Meduza: In her latest video for “Navalny Live” opposition figure Lyubov Sobol revealed that her campaign manager, Olga Klyuchnikova, found a listening device planted inside her cell phone following her release from jail at the end of December 2020. According to Klyuchnikova, her iPhone was “noticeably malfunctioning” when she was allowed to use it while still in custody, leading her to believe that FSB officers had “clumsily” tampered with the device. She now plans to appeal to state investigators to open a criminal case for violation of privacy.

RFE/RL: The European Court of Human Rights (ECHR) has ruled that a complaint brought by Ukraine against Russia alleging human rights violations in the Crimean Peninsula in 2014 is “partly admissible.” The Strasbourg-based court was ruling on January 14, among other issues, whether Russia effectively controlled the Ukrainian territory before the State Duma on March 20, 2014 ratified a treaty that Russian President Vladimir Putin signed as part of the annexation process. Kyiv insists Moscow controlled the peninsula since February 27, 2014 and that Russian forces tortured and killed police as well as civilians, allegations that Moscow denies.

RFE/RL: A court in Siberia has extended the pretrial detention of three leaders of an isolated messianic sect who are charged with “creating a religious group, activities of which may impose violence on citizens.” Defense lawyers for Sergei Torop, the founder of the Church of the Last Testament who calls himself Vissarion, and his associates, Vadim Redkin and Vladimir Vedernikov, wrote on Telegram on January 13 that the Central District Court in the city of Novosibirsk had prolonged their clients’ pretrial detention until April 15. The lawyers added that they will appeal the court ruling. The trio was arrested by security forces in September in a massive raid on the group’s remote settlement in the Krasnoyarsk Krai region.

Committee to Protect Journalists: Russian authorities should repeal the country’s foreign agents law to ensure that local and foreign news outlets can work freely, and in the meantime refrain from fining media organizations over alleged violations of the law, the Committee to Protect Journalists said today. On January 12, Roskomnadzor, the country’s media regulator, issued four notices to media outlets run by the U.S. Congress-funded broadcaster Radio Free Europe/Radio Liberty, and four personal notices to Andrey Shary, the general director of the RFE/RL’s legal entity in Russia, as the person responsible for each outlet, according to a statement by the regulator, a report by RFE/RL, and news reports.

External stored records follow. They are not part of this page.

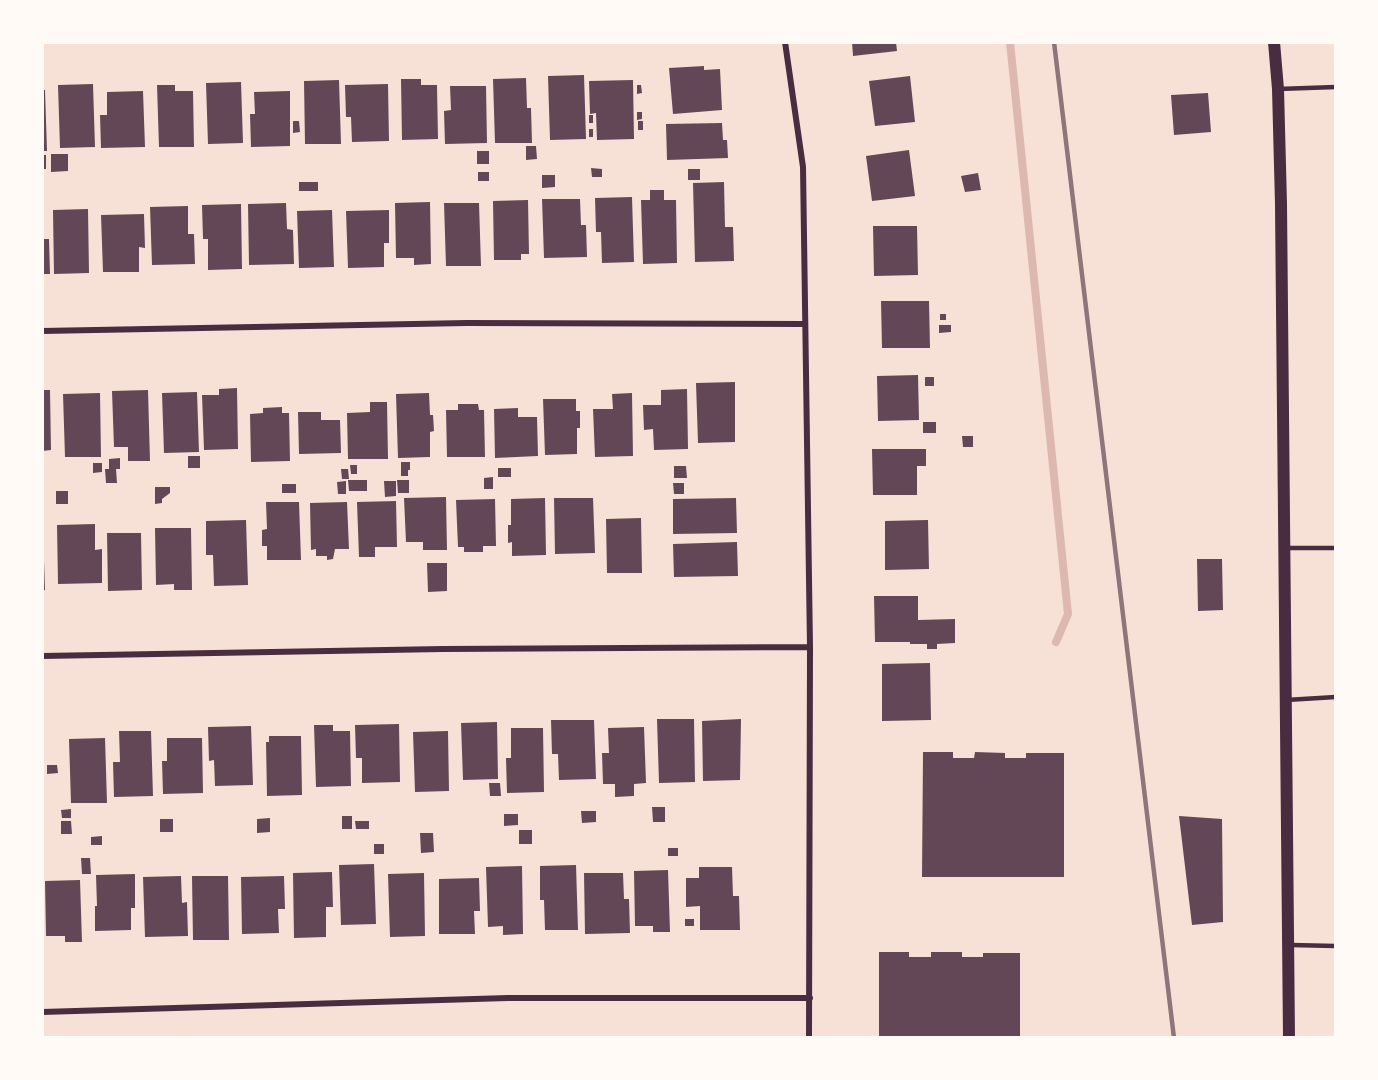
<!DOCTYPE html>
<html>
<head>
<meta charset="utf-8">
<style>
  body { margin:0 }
  #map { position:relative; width:1378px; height:1080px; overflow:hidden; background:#f7e1d7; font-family:"Source Serif 4",serif }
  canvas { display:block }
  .frame { position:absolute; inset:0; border:44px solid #fffaf5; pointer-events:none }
</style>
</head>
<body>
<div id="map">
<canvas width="1378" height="1080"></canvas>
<div class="frame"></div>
</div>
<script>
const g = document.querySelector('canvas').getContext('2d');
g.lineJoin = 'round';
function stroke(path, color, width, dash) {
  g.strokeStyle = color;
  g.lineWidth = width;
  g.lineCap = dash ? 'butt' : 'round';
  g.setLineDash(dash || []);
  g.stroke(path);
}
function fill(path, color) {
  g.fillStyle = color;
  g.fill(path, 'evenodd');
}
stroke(new Path2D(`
  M 1010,42 L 1068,614 L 1056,642`), '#dcb8b0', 8);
fill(new Path2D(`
  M 852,42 L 896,42 L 897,51 L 853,56 Z
  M 704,66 L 704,70 L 720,69 L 722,110 L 673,114 L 669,68 Z
  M 584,75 L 586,139 L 550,140 L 548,76 Z
  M 910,76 L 915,122 L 875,126 L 869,81 Z
  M 526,78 L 527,108 L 531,108 L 532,143 L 495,143 L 493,79 Z
  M 401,79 L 421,79 L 421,85 L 437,85 L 438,139 L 402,140 Z
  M 339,80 L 341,144 L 305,144 L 304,81 Z
  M 633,80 L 634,139 L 597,140 L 596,113 L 590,114 L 589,81 Z
  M 241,82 L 243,143 L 208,144 L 206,83 Z
  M 93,84 L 95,147 L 60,148 L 58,85 Z
  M 388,84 L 389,141 L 352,142 L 351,117 L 346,117 L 345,85 Z
  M 157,85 L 175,85 L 175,91 L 193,91 L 194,147 L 159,147 Z
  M 637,85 L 641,85 L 642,93 L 637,94 Z
  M 450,86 L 486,86 L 487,143 L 445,144 L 444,111 L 451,110 Z
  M 42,90 L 45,90 L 47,151 L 42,151 Z
  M 143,91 L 145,147 L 101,148 L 100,115 L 107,115 L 107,92 Z
  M 290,91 L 290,146 L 251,147 L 250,114 L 255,114 L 254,92 Z
  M 1208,93 L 1211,132 L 1174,135 L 1171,95 Z
  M 637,112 L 642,112 L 642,119 L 637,120 Z
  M 589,115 L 593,115 L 593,123 L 589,123 Z
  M 293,121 L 299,121 L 300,132 L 293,133 Z
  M 638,121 L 643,121 L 643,130 L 638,130 Z
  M 722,123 L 723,140 L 727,140 L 728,158 L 667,160 L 666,124 Z
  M 589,129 L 593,129 L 593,137 L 589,137 Z
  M 526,146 L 536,146 L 537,159 L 526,160 Z
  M 909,150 L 915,196 L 872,201 L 866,156 Z
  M 477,151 L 489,151 L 489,164 L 477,164 Z
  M 51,154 L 68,154 L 68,171 L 51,172 Z
  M 42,155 L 46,155 L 46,169 L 42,169 Z
  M 591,168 L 602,169 L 602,177 L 592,177 Z
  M 688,169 L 700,169 L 700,180 L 688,180 Z
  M 478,172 L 489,172 L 489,181 L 478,181 Z
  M 978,173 L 981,190 L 965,192 L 961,176 Z
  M 542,175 L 555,175 L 555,187 L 542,188 Z
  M 299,182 L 318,182 L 318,191 L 299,191 Z
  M 724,182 L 725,227 L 733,227 L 734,261 L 695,262 L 693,183 Z
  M 650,190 L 664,190 L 664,200 L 676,200 L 677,263 L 643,264 L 641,200 L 650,200 Z
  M 632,197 L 634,262 L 602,263 L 601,232 L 596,232 L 595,198 Z
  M 542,199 L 580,199 L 581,225 L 586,225 L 587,257 L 544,258 Z
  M 528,200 L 529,254 L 521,254 L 521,260 L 494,260 L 493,201 Z
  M 430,202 L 431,264 L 414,265 L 414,258 L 396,258 L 395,203 Z
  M 286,203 L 287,229 L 293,230 L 294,264 L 249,265 L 248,204 Z
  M 444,203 L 479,203 L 481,266 L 446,266 Z
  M 241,204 L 242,269 L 208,270 L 208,239 L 203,239 L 202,205 Z
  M 188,206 L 188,234 L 194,234 L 195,264 L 152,265 L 150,207 Z
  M 88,209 L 89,273 L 54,274 L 53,210 Z
  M 332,210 L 334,267 L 299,268 L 297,211 Z
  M 389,210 L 389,243 L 384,243 L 384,267 L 348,268 L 346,211 Z
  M 144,214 L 145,248 L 139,247 L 139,272 L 103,272 L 101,215 Z
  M 873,226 L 917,226 L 918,275 L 874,276 Z
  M 42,239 L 49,239 L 50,274 L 42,274 Z
  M 881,301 L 929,301 L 930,348 L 882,348 Z
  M 940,314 L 946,314 L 946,320 L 940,320 Z
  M 939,325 L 951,325 L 951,332 L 939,333 Z
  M 918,375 L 919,420 L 878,421 L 877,376 Z
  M 925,377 L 934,377 L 934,386 L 925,386 Z
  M 735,382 L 735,442 L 698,443 L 696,383 Z
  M 237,388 L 238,449 L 204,450 L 202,395 L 219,395 L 219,389 Z
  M 687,389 L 688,449 L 654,450 L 653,429 L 644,430 L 643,405 L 661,405 L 661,390 Z
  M 42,390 L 50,390 L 51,450 L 42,451 Z
  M 148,390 L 150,461 L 128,461 L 128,447 L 114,447 L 112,391 Z
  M 197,392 L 199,452 L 164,453 L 162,393 Z
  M 100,393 L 101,457 L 65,457 L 63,394 Z
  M 429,393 L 430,415 L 433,415 L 434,431 L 430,432 L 430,457 L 398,458 L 396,394 Z
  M 632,393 L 633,456 L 595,457 L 593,409 L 613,409 L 612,394 Z
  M 543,399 L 576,399 L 576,411 L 580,411 L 580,428 L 577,428 L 577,454 L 545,455 Z
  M 370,402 L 387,402 L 388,459 L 348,459 L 347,413 L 370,412 Z
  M 458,404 L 478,404 L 479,410 L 484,410 L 485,457 L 447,457 L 446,410 L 458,410 Z
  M 282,407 L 282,413 L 289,413 L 290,461 L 251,462 L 250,414 L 263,413 L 263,408 Z
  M 518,408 L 518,417 L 537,417 L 538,456 L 495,458 L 494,409 Z
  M 298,412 L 321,412 L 321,420 L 340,420 L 341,453 L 299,454 Z
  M 923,422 L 936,422 L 936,433 L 923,433 Z
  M 962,436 L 973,436 L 973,447 L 963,447 Z
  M 872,449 L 926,449 L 926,466 L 917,466 L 917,495 L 873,495 Z
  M 188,456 L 200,456 L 200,468 L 188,468 Z
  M 120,458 L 120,469 L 116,469 L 117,483 L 106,483 L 105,469 L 109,469 L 109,459 Z
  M 401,462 L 410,462 L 410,470 L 408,470 L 408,476 L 401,476 Z
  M 93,463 L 102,463 L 102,472 L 93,473 Z
  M 350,465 L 357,465 L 357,474 L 351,474 Z
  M 674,466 L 686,466 L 687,478 L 674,478 Z
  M 498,468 L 511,468 L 511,477 L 498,477 Z
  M 341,469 L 348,469 L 349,479 L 342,479 Z
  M 493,477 L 493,489 L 484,489 L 484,478 Z
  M 348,480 L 367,480 L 367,491 L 349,491 Z
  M 397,480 L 409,480 L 409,493 L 398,493 Z
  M 346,481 L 346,494 L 338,494 L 337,482 Z
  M 384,481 L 396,481 L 396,496 L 385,497 Z
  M 673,483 L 684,483 L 684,494 L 674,494 Z
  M 282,484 L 296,484 L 296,493 L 282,493 Z
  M 155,487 L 170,487 L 170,493 L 162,499 L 162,503 L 155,504 Z
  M 56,491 L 68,491 L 68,504 L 56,504 Z
  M 446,497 L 447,550 L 423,550 L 423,542 L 406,542 L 404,498 Z
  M 545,498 L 546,555 L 512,556 L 512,542 L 508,543 L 508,525 L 511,525 L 511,499 Z
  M 554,498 L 593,498 L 595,553 L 555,554 Z
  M 736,498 L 737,533 L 673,534 L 673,499 Z
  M 495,499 L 496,546 L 483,546 L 483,552 L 464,552 L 464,547 L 458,547 L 456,500 Z
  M 396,501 L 397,547 L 375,547 L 375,557 L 359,557 L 357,502 Z
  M 266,502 L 299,502 L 301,560 L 267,560 L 267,546 L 262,546 L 262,530 L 267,529 Z
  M 347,502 L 349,549 L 335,549 L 333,559 L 327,560 L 327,556 L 316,556 L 316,549 L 311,550 L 310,503 Z
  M 641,518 L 642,573 L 607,573 L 606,519 Z
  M 246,520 L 248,585 L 214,586 L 213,555 L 206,555 L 206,521 Z
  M 928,520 L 929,569 L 885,570 L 885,521 Z
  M 95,524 L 95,550 L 102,549 L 102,583 L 58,584 L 57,525 Z
  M 155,528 L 191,528 L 192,590 L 174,590 L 174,584 L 156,585 Z
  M 107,533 L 141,533 L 142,590 L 108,591 Z
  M 737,542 L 738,576 L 674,577 L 673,544 Z
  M 1197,559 L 1222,559 L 1223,610 L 1198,611 Z
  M 42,560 L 44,560 L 45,590 L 42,591 Z
  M 427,563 L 447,563 L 447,591 L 428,592 Z
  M 874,596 L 918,596 L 918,620 L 955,619 L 955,643 L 937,644 L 937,649 L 927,649 L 927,644 L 910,644 L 910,642 L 875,642 Z
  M 930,663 L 931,720 L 882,721 L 882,664 Z
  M 657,719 L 694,719 L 695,782 L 659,783 Z
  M 741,719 L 740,780 L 703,781 L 702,721 Z
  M 551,720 L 594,720 L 596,779 L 559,780 L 558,754 L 552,754 Z
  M 497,722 L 498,779 L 463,780 L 461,723 Z
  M 399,724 L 400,782 L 362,783 L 362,758 L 356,758 L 355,725 Z
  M 314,725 L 333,725 L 333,731 L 350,731 L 351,786 L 316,787 Z
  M 251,726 L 253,785 L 215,786 L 214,760 L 209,761 L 208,727 Z
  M 644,727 L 646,783 L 634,784 L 634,796 L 615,797 L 615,784 L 603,784 L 602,753 L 609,753 L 608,728 Z
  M 511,728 L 543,728 L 544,792 L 507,793 L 506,758 L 511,758 Z
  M 119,731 L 151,731 L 153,796 L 114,797 L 113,762 L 120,762 Z
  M 448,731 L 449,791 L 415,792 L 413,732 Z
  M 269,736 L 301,736 L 302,795 L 267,796 L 266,742 L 269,742 Z
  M 105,738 L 107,803 L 71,803 L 69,739 Z
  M 167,738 L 202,738 L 203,793 L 163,794 L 162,761 L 167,761 Z
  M 923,752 L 953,752 L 953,758 L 974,758 L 975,752 L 1005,753 L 1005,758 L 1026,758 L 1026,753 L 1064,753 L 1064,877 L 922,877 Z
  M 47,765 L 57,765 L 58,773 L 47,774 Z
  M 489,783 L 500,783 L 501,796 L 490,796 Z
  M 652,807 L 665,807 L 665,822 L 653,822 Z
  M 71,809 L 71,818 L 62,818 L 61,810 Z
  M 581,811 L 596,811 L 596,822 L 582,823 Z
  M 504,814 L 518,814 L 518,825 L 504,826 Z
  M 342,816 L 352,816 L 352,829 L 342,829 Z
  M 1179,816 L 1222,819 L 1223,922 L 1192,925 Z
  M 270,818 L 270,832 L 257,833 L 257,819 Z
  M 160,819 L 173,819 L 173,832 L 160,832 Z
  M 61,821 L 71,821 L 72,834 L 61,834 Z
  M 355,821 L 369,821 L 369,829 L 356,829 Z
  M 519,830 L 532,830 L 532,844 L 519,844 Z
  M 420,833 L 433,833 L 434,852 L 421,853 Z
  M 102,836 L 102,845 L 91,845 L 91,837 Z
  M 374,844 L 384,844 L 384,854 L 374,854 Z
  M 668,848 L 678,848 L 678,856 L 668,856 Z
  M 81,858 L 90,858 L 91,874 L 82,874 Z
  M 374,864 L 376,924 L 341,925 L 339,865 Z
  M 576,865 L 578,930 L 545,930 L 544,900 L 540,900 L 540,866 Z
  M 522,866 L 523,934 L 503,935 L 503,926 L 488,927 L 486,867 Z
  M 699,867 L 732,867 L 733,896 L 739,896 L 740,930 L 700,930 L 700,906 L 686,907 L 686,878 L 699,878 Z
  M 668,870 L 670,932 L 653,932 L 653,926 L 635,926 L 634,871 Z
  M 332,872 L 333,907 L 326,907 L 326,937 L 294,938 L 293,873 Z
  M 424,873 L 425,936 L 390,937 L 388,874 Z
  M 584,873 L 623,873 L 624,899 L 629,899 L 630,933 L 585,934 Z
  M 135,874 L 135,908 L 131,908 L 131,930 L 95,931 L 95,906 L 97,906 L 96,875 Z
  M 181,876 L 182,903 L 187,902 L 188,936 L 145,937 L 143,877 Z
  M 192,876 L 228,876 L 229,940 L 193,940 Z
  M 284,876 L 285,909 L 278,909 L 279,933 L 242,934 L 241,877 Z
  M 479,878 L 480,911 L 474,911 L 475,934 L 439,934 L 439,879 Z
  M 80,880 L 82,942 L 65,942 L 65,936 L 46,936 L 45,881 Z
  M 685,919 L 694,919 L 694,926 L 685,926 Z
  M 879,952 L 909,952 L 909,957 L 931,957 L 931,952 L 962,952 L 962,957 L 983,957 L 983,953 L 1020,953 L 1020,1038 L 879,1038 Z`), '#644757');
stroke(new Path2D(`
  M 1278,89 L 1336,87
  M 1285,548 L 1336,548
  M 1286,700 L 1336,697
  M 1290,945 L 1336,946`), '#4a2c40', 4.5);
stroke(new Path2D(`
  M 785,42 L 803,167 L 810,647 L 809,1038
  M 42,331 L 467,323 L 804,324
  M 42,656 L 443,649 L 810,647
  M 42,1012 L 508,998 L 810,998`), '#4a2c40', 6);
stroke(new Path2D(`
  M 1274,42 L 1278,89 L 1281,204 L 1289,1038`), '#4a2c40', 12);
stroke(new Path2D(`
  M 1054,42 L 1174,1038`), '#8f747c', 4.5);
</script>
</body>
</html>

RFE/RL: The Committee to Protect Journalists (CPJ) says Russian authorities should repeal the country’s controversial “foreign agents” law and ensure that Russian telecommunications regulator Roskomnadzor is not used to threaten and harass media organizations and censure journalists. “Russian authorities regularly think up new tools and implementations to obstruct the flow of news and information, to the detriment of their own public,” Gulnoza Said, the New York-based media-rights group’s Europe and Central Asia program coordinator, said on January 14.

The Guardian: Anger burns a hole through the screen in this stark monochrome picture from veteran director Andrei Konchalovsky: a gruelling re-enactment of the hushed-up Novocherkassk massacre in western Russia in 1962, when Red Army soldiers and KGB snipers opened fire on unarmed striking workers, killing an estimated 80 people. It was a day of spiritual nausea for the Soviet Union, which had only just entered Khrushchev’s new de-Stalinised era of supposed enlightenment – a postwar civilian bloodbath that was the Soviets’ Sharpeville, or Kent State, or Bloody Sunday, or indeed the Corpus Christi massacre in Mexico City that featured in Alfonso Cuarón’s Roma.